*** SOURCE RECORDS ***
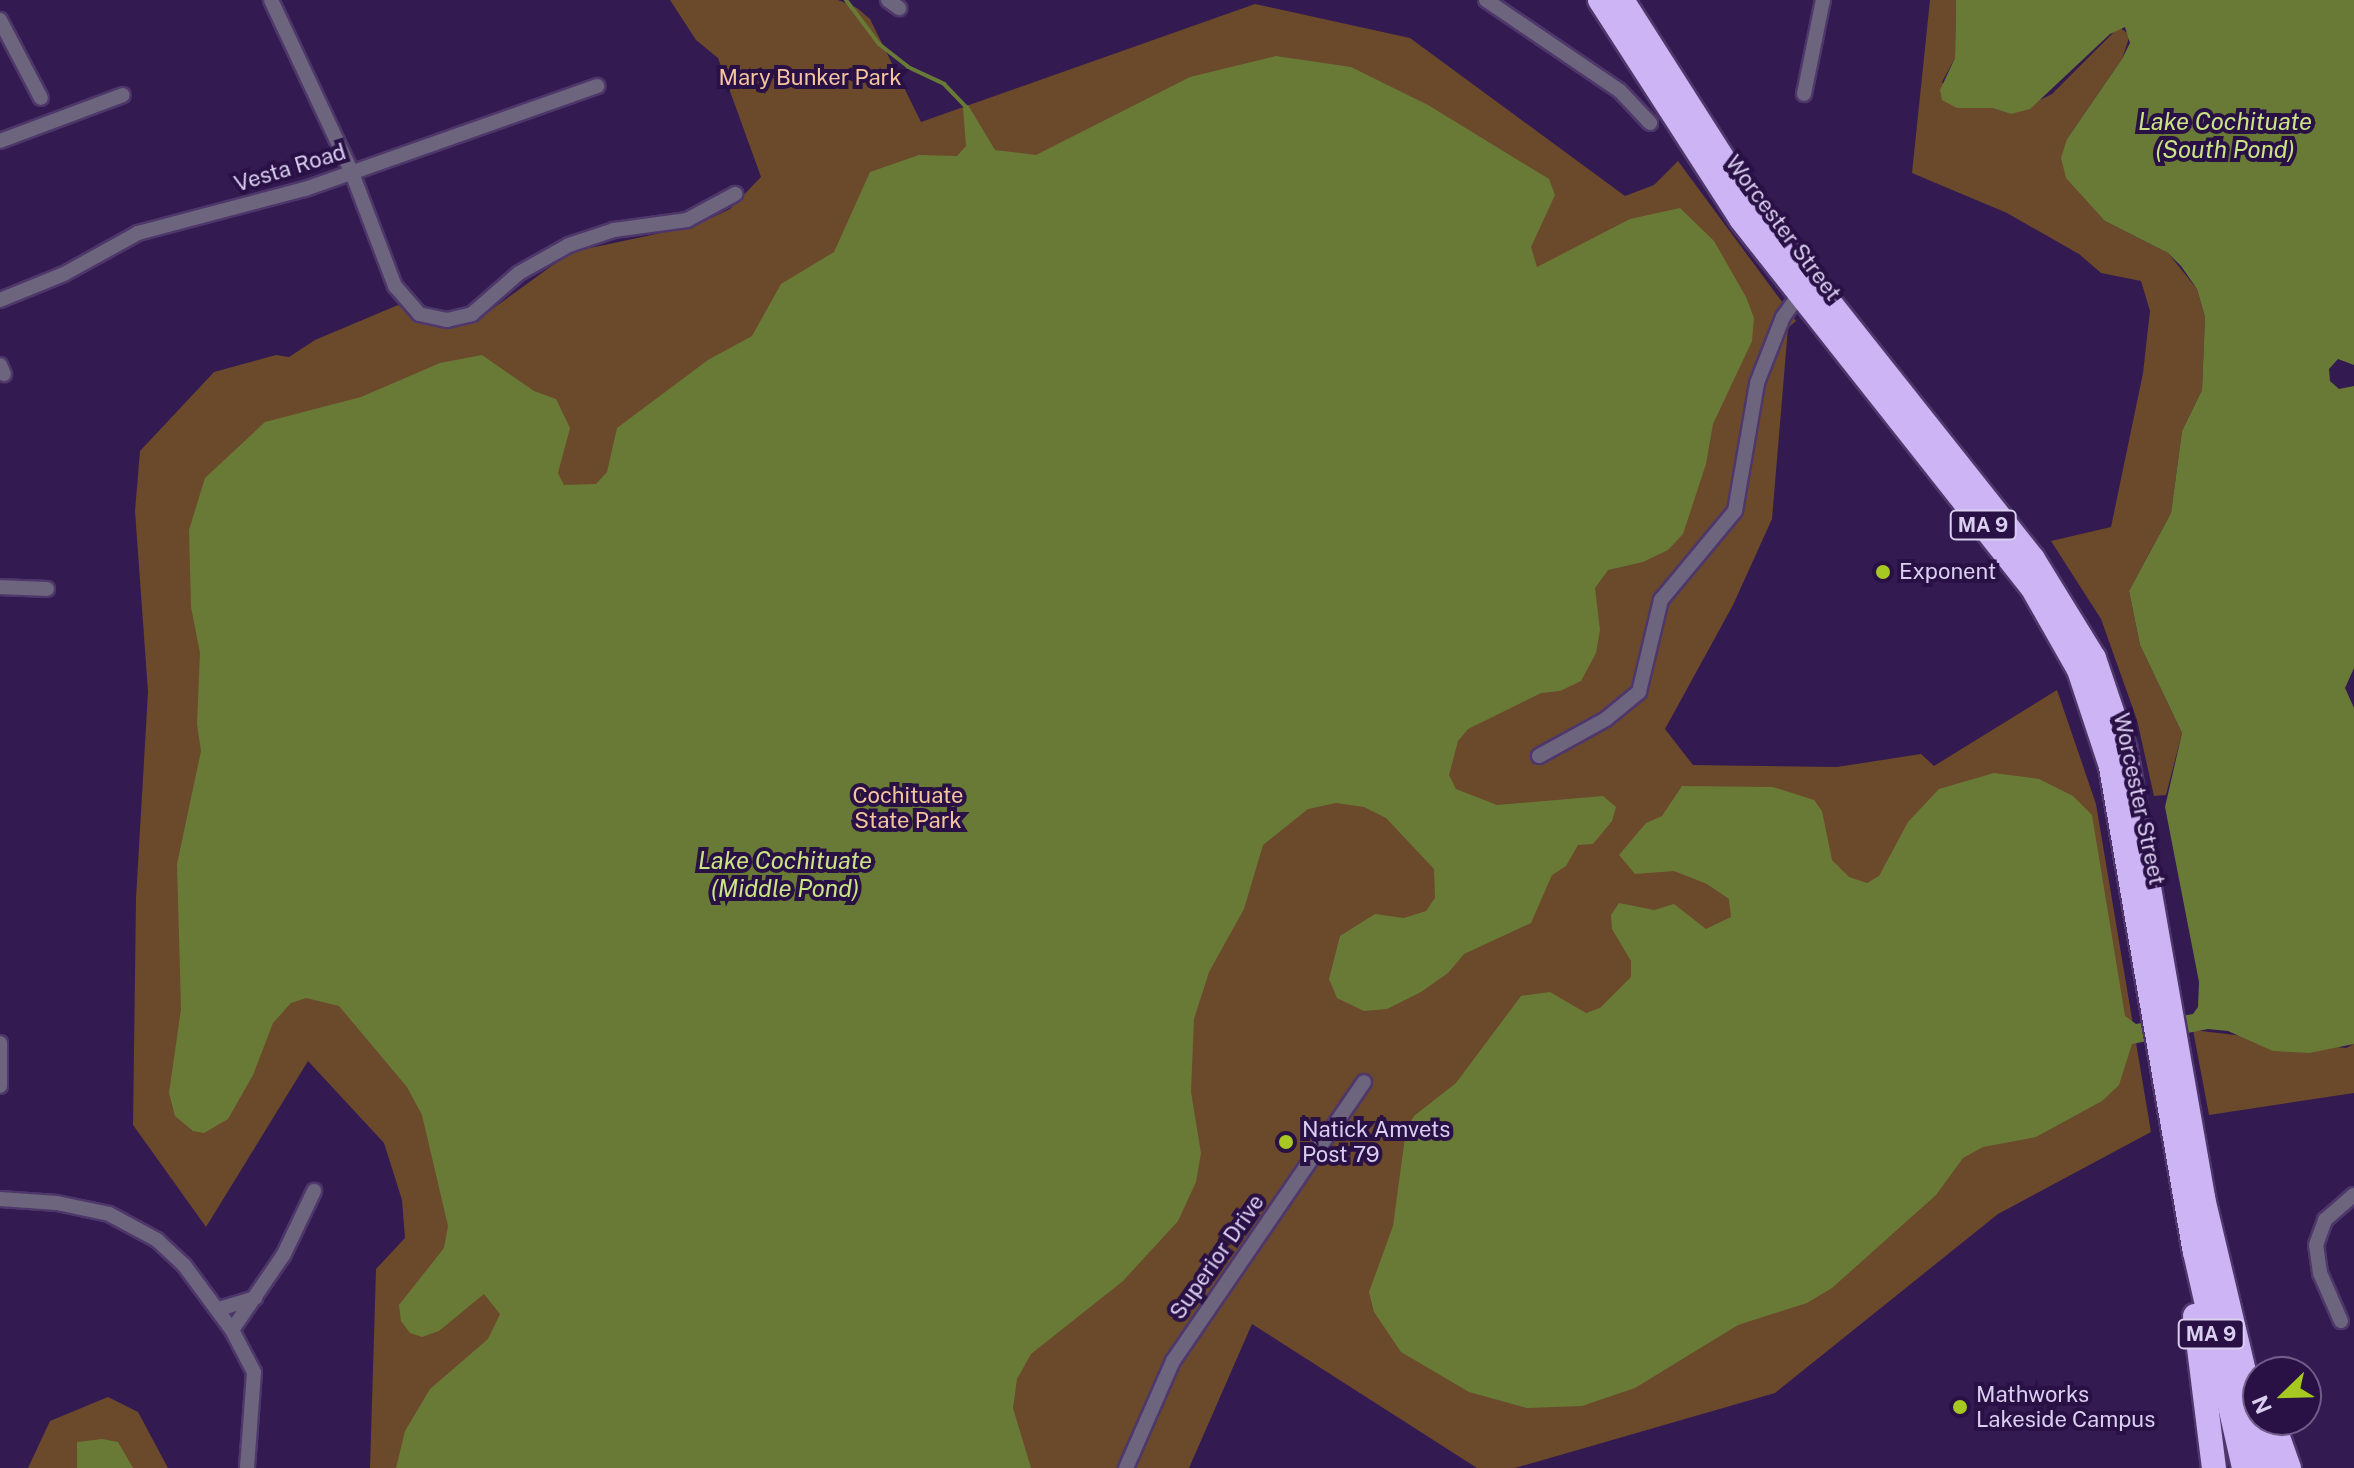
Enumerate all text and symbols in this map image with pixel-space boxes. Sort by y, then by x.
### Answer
park label: Mary Bunker Park [718,65,902,91]
water label: Lake Cochituate (South Pond) [2138,108,2312,164]
street label: Vesta Road [231,139,349,197]
street label: Worcester Street [1720,150,1846,306]
road number: MA 9 [1949,509,2017,541]
place label: Exponent [1899,559,1996,585]
marker: Exponent [1874,563,1892,581]
street label: Worcester Street [2108,711,2170,887]
park label: Cochituate State Park [852,782,964,834]
water label: Lake Cochituate (Middle Pond) [698,847,872,903]
place label: Natick Amvets Post 79 [1302,1116,1450,1168]
marker: Natick Amvets Post 79 [1277,1133,1295,1151]
street label: Superior Drive [1164,1190,1270,1324]
road number: MA 9 [2177,1318,2245,1350]
north arrow [2242,1356,2322,1436]
place label: Mathworks Lakeside Campus [1976,1381,2155,1432]
text: N [2246,1392,2277,1418]
marker: Mathworks Lakeside Campus [1951,1398,1969,1416]

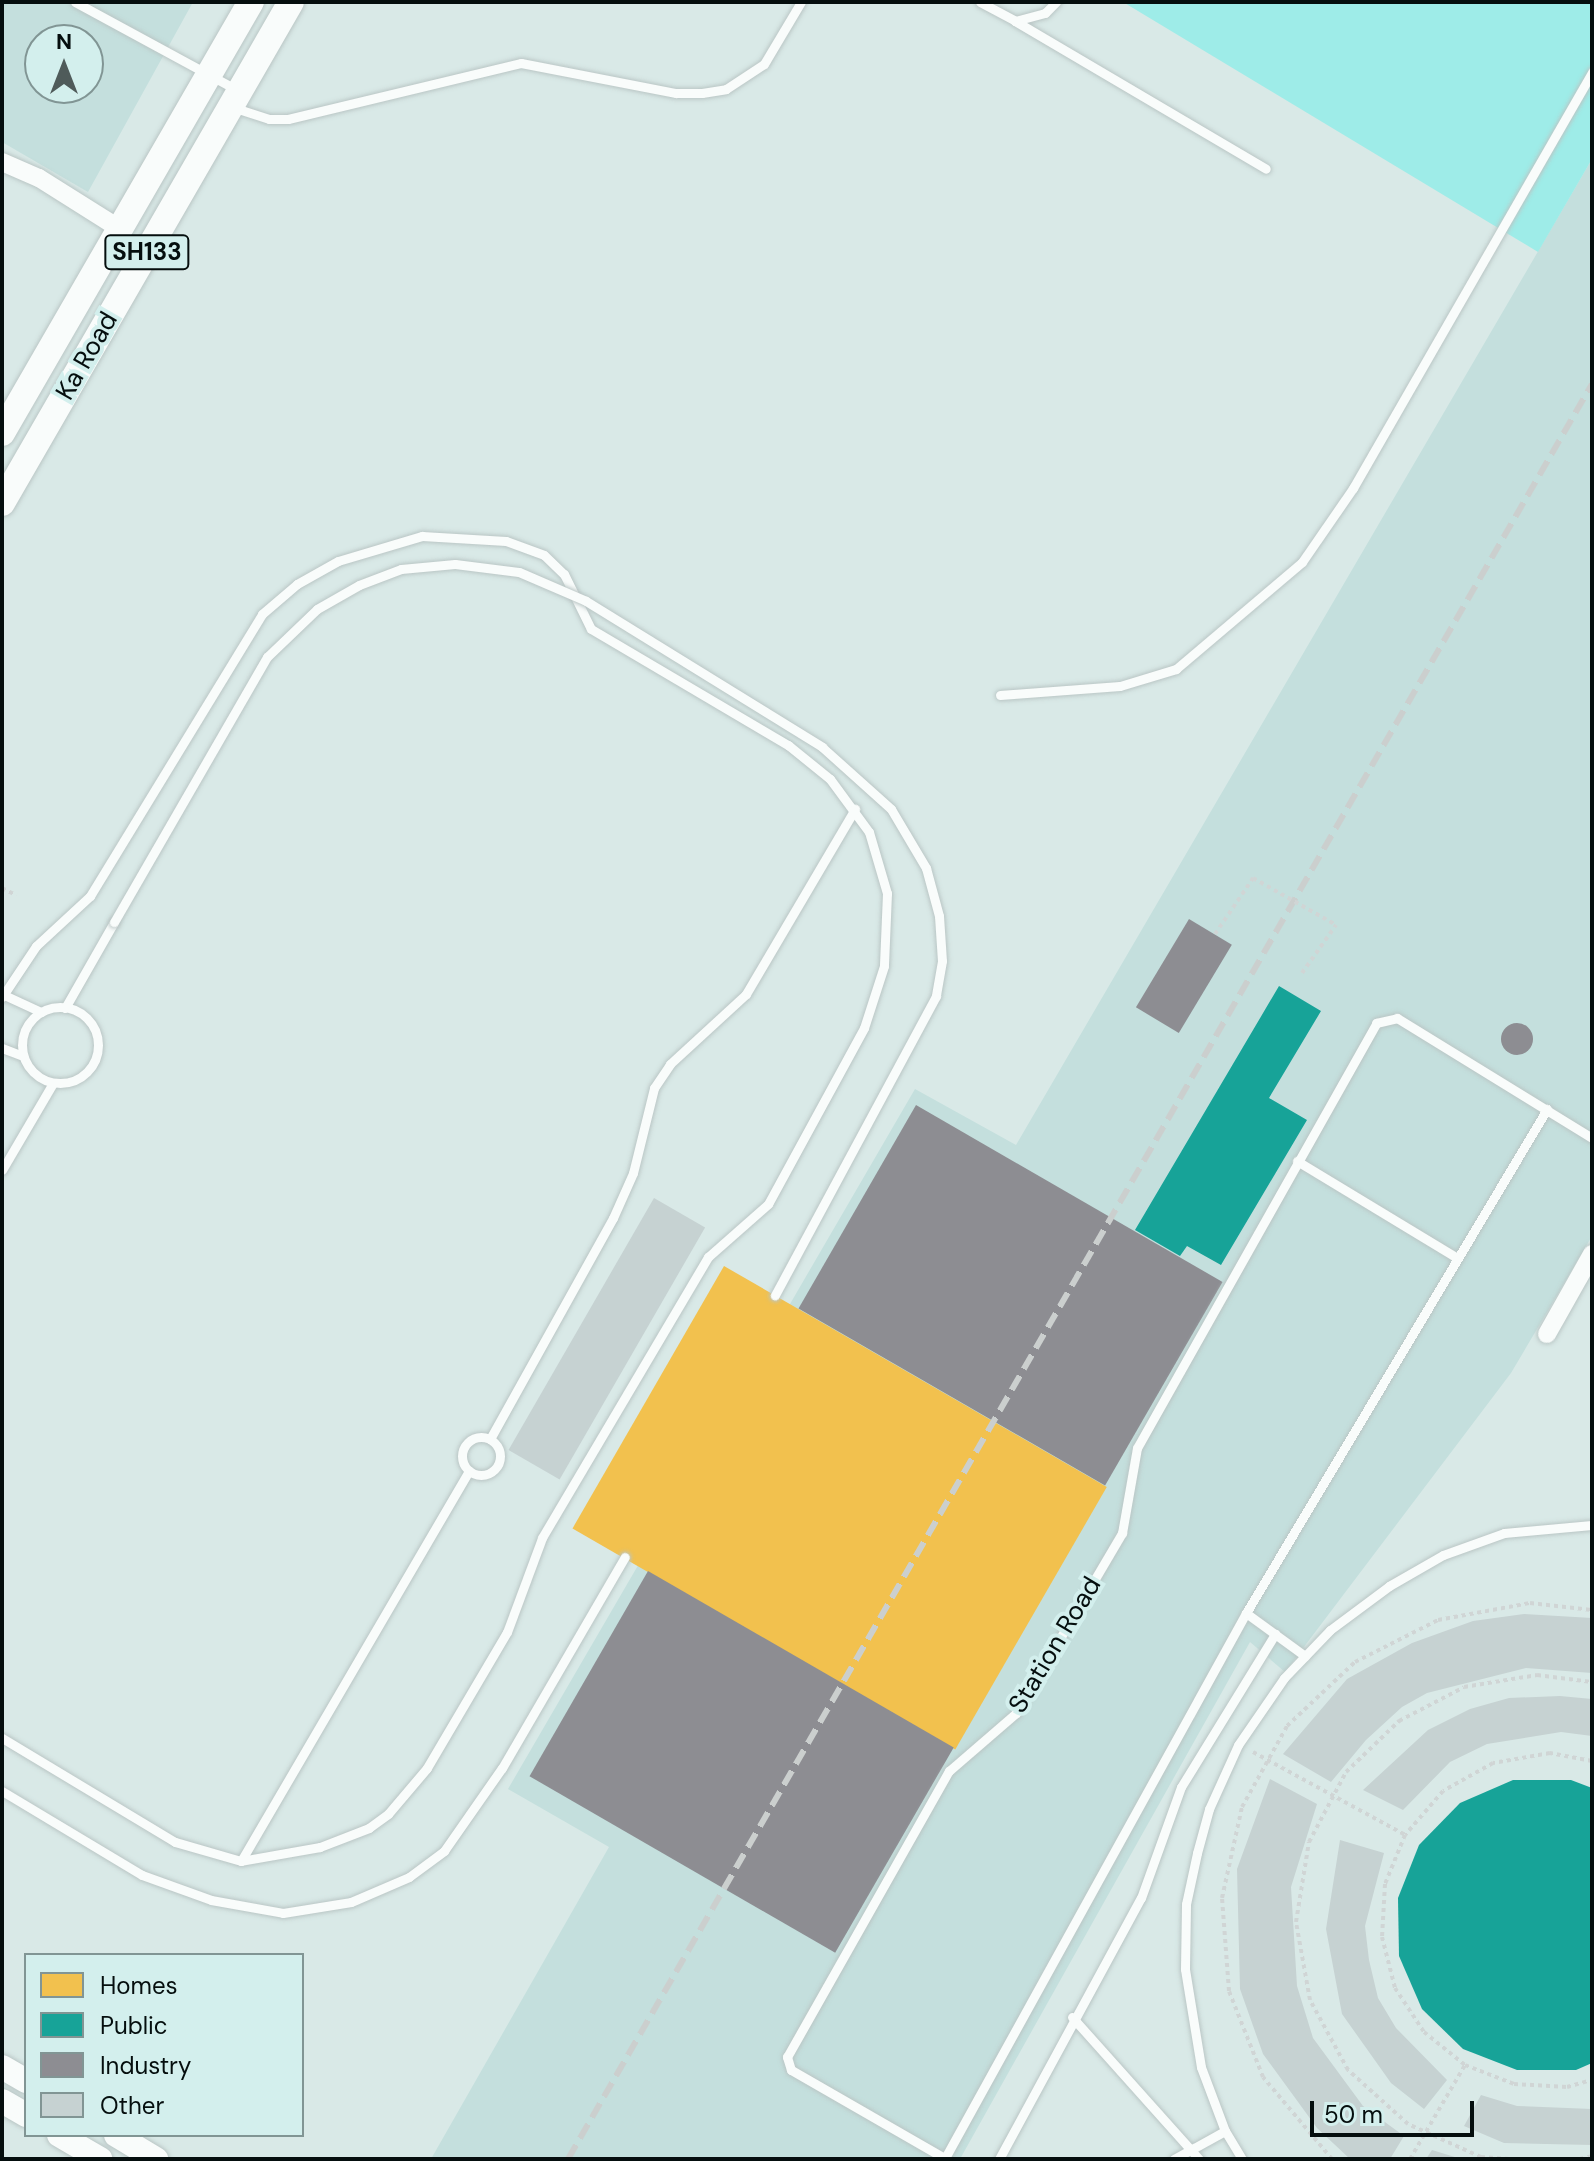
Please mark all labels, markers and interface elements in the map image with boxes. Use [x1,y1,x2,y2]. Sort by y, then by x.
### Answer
north arrow [24,24,104,104]
text: N [56,27,72,56]
road number: SH133 [103,232,191,272]
street label: Ka Road [49,307,125,405]
street label: Station Road [1002,1571,1108,1719]
legend [24,1953,304,2137]
text: Homes [100,1970,178,2001]
text: Public [100,2010,168,2041]
text: Industry [100,2050,191,2081]
scale bar [1314,2085,1478,2135]
text: Other [100,2090,164,2121]
text: 50 m [1324,2099,1383,2130]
*** End of SOURCE RECORDS ***
From the first line to the last, retype the data exactly, but omit every image.

Enumerate all text and symbols in this map image with pixel-space boxes. Sort by y, then by x.
### Answer
park label: Mary Bunker Park [718,65,902,91]
water label: Lake Cochituate (South Pond) [2138,108,2312,164]
street label: Vesta Road [231,139,349,197]
street label: Worcester Street [1720,150,1846,306]
road number: MA 9 [1949,509,2017,541]
place label: Exponent [1899,559,1996,585]
marker: Exponent [1874,563,1892,581]
street label: Worcester Street [2108,711,2170,887]
park label: Cochituate State Park [852,782,964,834]
water label: Lake Cochituate (Middle Pond) [698,847,872,903]
place label: Natick Amvets Post 79 [1302,1116,1450,1168]
marker: Natick Amvets Post 79 [1277,1133,1295,1151]
street label: Superior Drive [1164,1190,1270,1324]
road number: MA 9 [2177,1318,2245,1350]
north arrow [2242,1356,2322,1436]
place label: Mathworks Lakeside Campus [1976,1381,2155,1432]
text: N [2246,1392,2277,1418]
marker: Mathworks Lakeside Campus [1951,1398,1969,1416]

Please mark all labels, markers and interface elements in the map image with boxes. Use [x1,y1,x2,y2]. Sort by y, then by x.
### Answer
north arrow [24,24,104,104]
text: N [56,27,72,56]
road number: SH133 [103,232,191,272]
street label: Ka Road [49,307,125,405]
street label: Station Road [1002,1571,1108,1719]
legend [24,1953,304,2137]
text: Homes [100,1970,178,2001]
text: Public [100,2010,168,2041]
text: Industry [100,2050,191,2081]
scale bar [1314,2085,1478,2135]
text: Other [100,2090,164,2121]
text: 50 m [1324,2099,1383,2130]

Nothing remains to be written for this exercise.